** Opening INFORMATION SUPPLIED block **

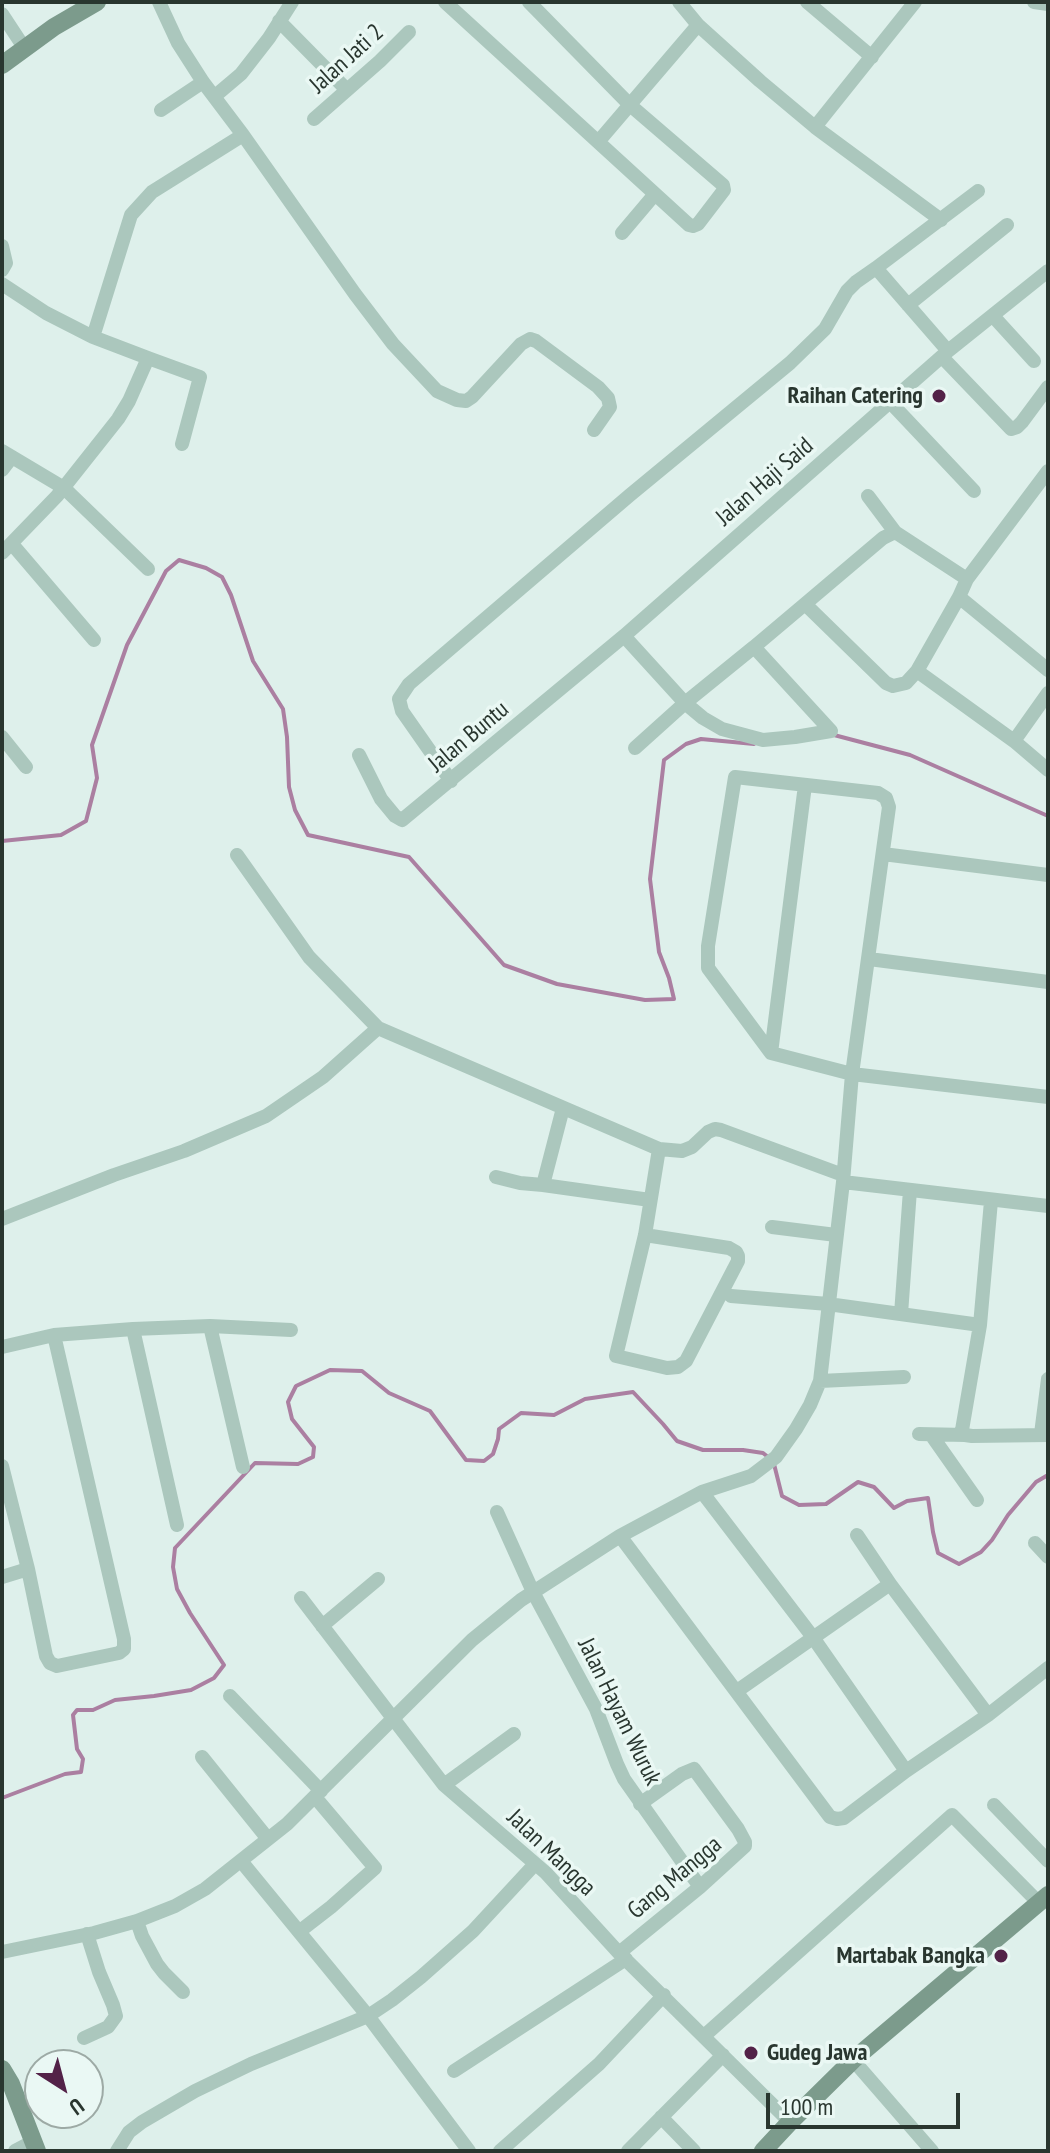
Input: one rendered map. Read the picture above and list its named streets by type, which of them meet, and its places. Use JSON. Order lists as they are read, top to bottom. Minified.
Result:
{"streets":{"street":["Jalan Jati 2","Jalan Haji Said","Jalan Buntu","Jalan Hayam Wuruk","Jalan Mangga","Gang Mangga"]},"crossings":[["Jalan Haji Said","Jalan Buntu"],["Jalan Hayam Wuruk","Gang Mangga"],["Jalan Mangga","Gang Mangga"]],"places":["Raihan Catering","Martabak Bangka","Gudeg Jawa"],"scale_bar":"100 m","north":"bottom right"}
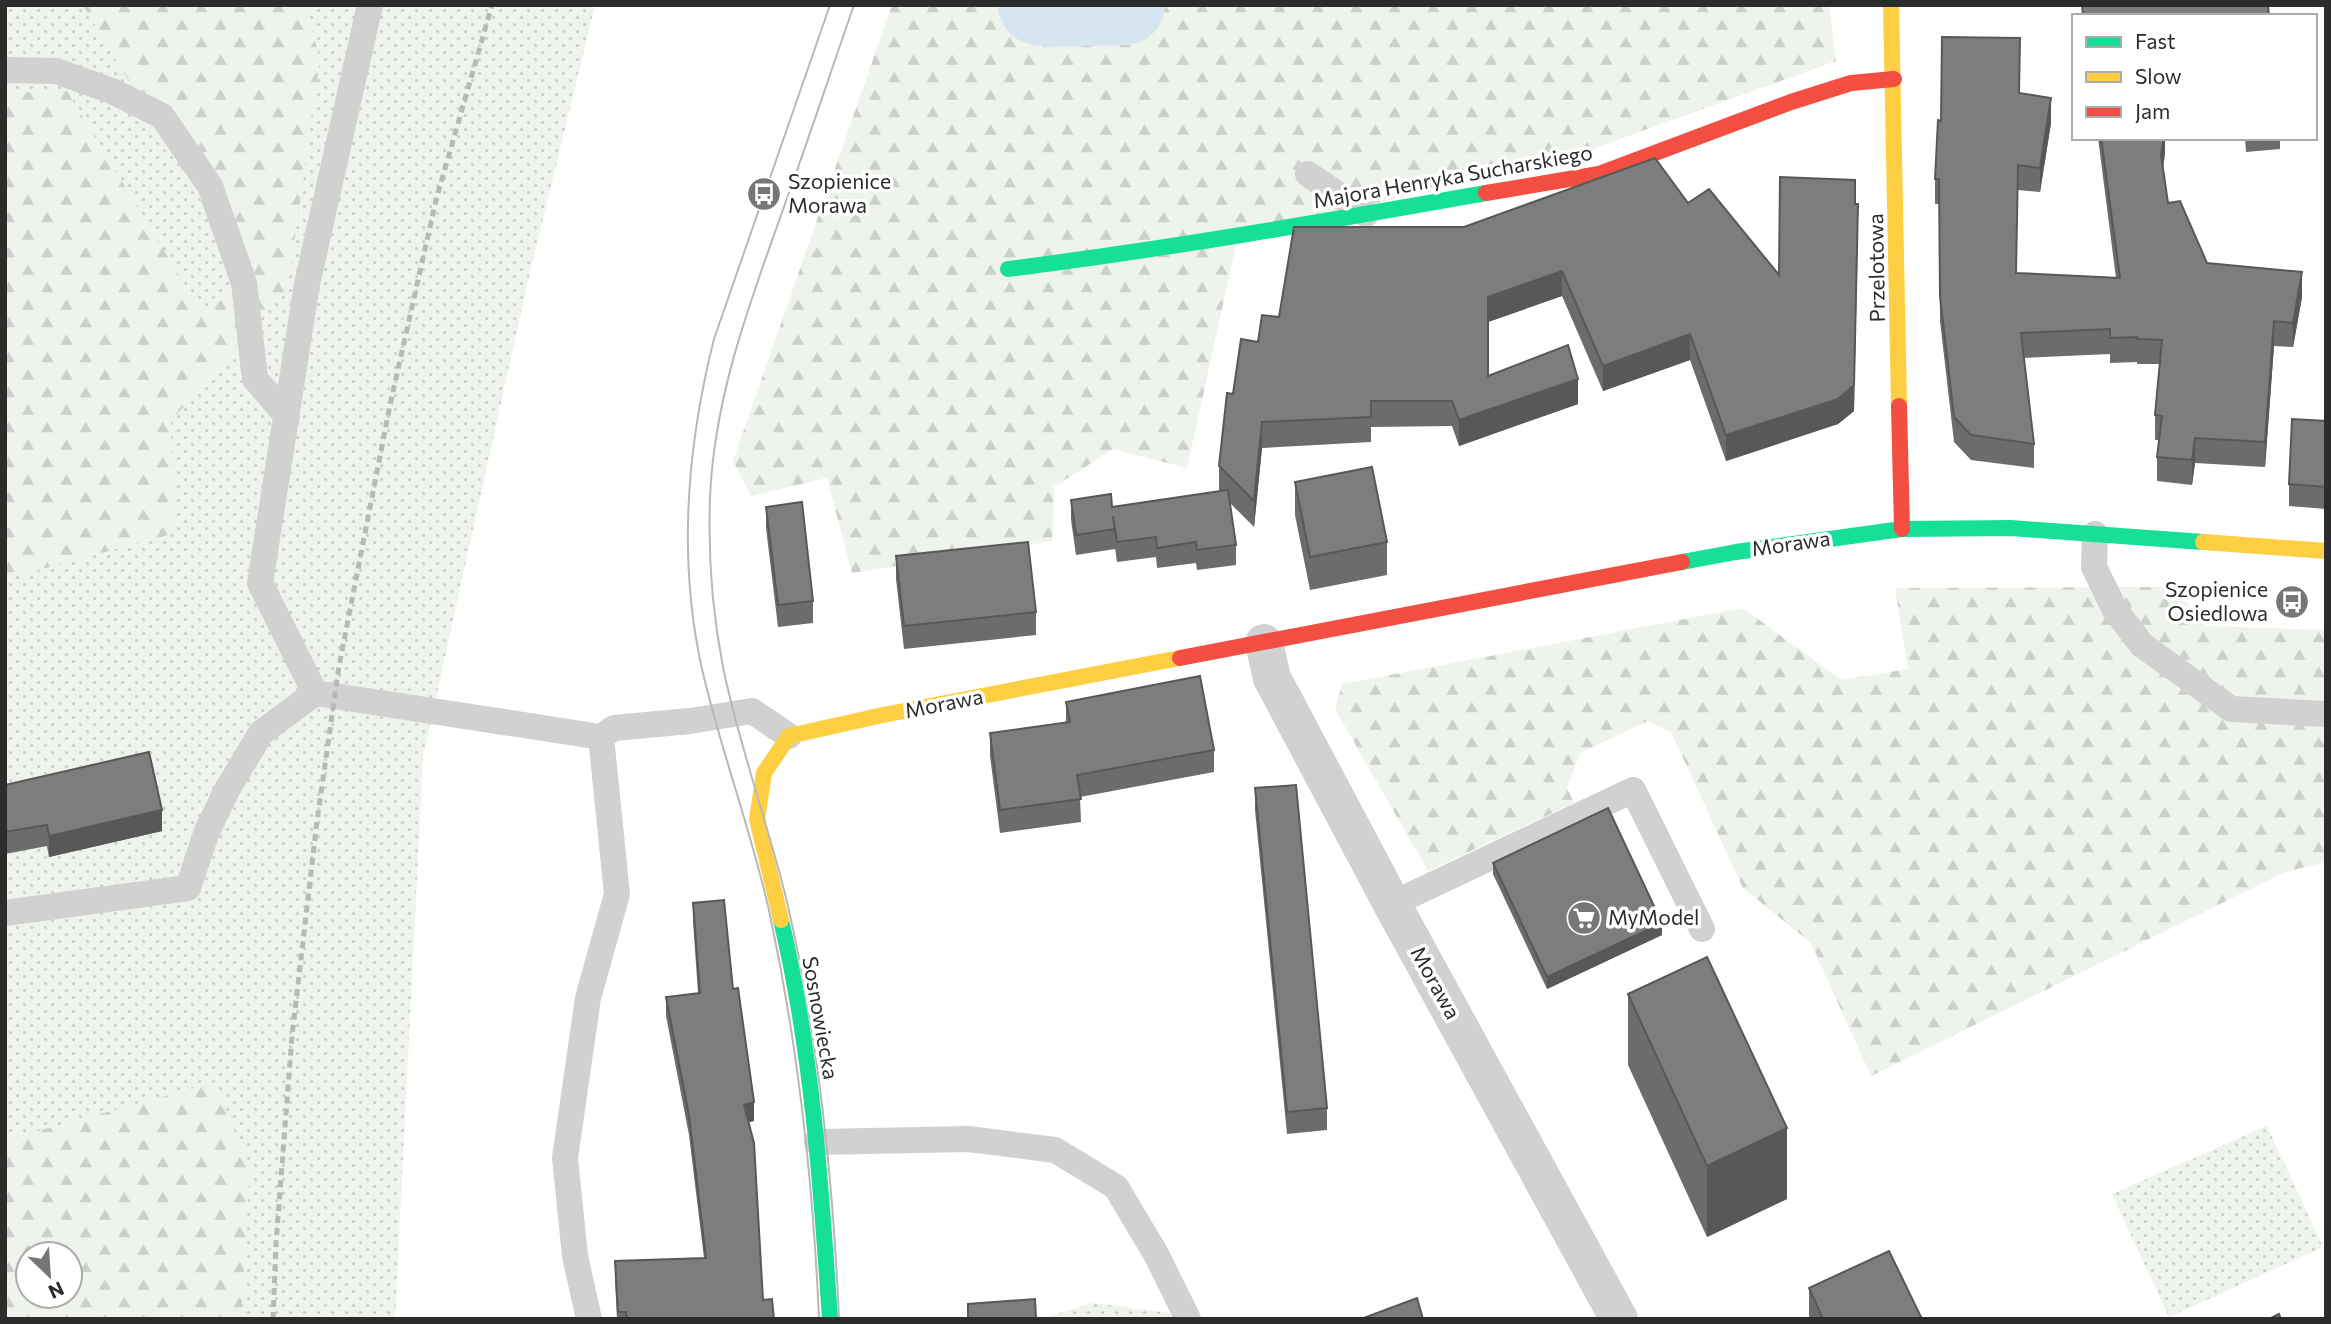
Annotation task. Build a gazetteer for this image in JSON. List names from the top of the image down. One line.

** Closing INFORMATION SUPPLIED block **
** Opening INFORMATION SUPPLIED block **

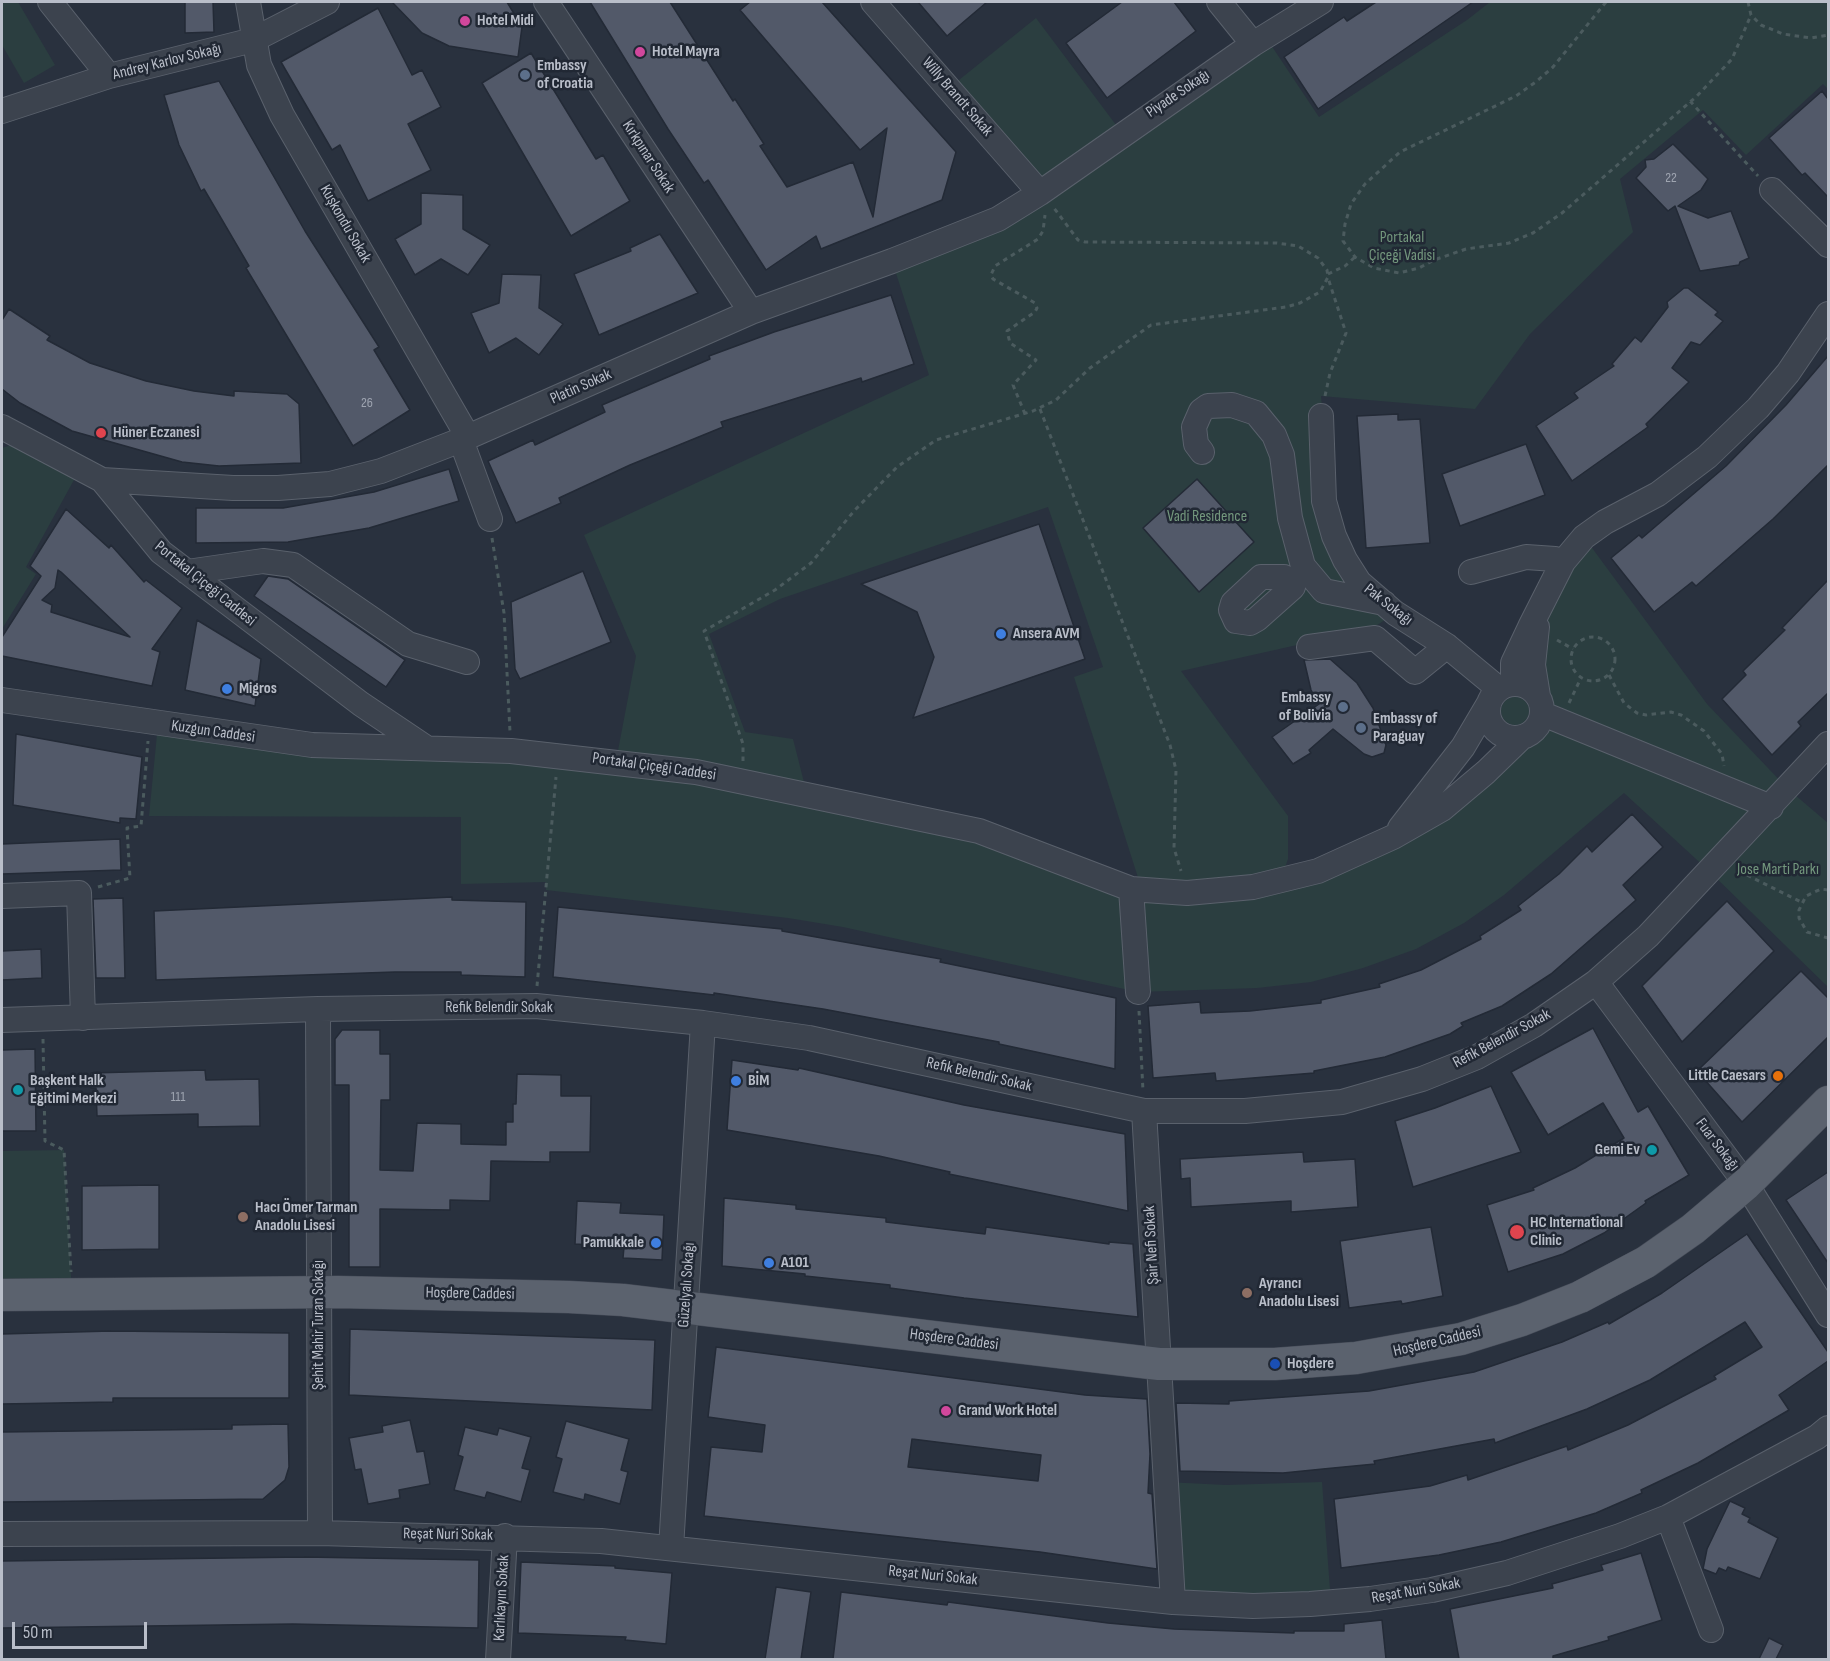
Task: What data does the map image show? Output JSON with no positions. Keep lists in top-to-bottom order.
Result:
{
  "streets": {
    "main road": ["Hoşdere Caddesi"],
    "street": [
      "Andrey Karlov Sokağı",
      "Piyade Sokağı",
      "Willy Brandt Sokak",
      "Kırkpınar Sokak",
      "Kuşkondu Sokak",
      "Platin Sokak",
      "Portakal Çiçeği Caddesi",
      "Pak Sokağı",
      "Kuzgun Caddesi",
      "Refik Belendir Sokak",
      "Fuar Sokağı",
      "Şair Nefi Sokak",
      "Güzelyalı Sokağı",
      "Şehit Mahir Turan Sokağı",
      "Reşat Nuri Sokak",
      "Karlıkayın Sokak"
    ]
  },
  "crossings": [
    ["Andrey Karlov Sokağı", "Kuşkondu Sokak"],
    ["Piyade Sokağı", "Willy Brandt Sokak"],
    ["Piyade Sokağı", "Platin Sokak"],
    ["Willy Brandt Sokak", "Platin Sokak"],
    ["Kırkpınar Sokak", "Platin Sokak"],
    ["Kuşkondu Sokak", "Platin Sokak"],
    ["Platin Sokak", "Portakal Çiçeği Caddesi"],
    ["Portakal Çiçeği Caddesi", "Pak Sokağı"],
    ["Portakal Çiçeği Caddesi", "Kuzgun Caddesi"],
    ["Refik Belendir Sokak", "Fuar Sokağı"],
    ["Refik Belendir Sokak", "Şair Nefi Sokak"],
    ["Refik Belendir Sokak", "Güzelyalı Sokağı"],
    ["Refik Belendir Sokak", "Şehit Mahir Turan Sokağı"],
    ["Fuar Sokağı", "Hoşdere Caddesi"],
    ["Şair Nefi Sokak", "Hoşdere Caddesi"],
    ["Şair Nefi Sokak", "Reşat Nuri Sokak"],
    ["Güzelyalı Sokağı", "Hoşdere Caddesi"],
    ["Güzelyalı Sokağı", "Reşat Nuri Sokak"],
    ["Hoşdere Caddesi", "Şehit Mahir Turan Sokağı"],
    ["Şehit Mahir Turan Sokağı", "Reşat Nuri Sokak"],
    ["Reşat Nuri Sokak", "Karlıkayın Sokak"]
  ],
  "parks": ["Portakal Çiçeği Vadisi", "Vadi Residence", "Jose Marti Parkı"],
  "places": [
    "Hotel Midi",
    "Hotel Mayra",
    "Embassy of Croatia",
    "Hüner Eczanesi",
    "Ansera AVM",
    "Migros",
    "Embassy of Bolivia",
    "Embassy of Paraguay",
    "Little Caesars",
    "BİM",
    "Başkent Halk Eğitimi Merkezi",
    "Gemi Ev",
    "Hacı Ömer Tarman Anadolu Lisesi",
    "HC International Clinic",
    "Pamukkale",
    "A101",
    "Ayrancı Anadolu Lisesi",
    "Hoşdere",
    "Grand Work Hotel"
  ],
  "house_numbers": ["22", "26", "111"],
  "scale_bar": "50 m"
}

** Closing INFORMATION SUPPLIED block **

TASK DETAILS: Return, from the data above, each line in which the string "image" appears.

EXERCISE RESPONSE:
Annotation task. Build a gazetteer for this image in JSON. List names from the top of the image down. One line.
Task: What data does the map image show? Output JSON with no positions. Keep lists in top-to-bottom order.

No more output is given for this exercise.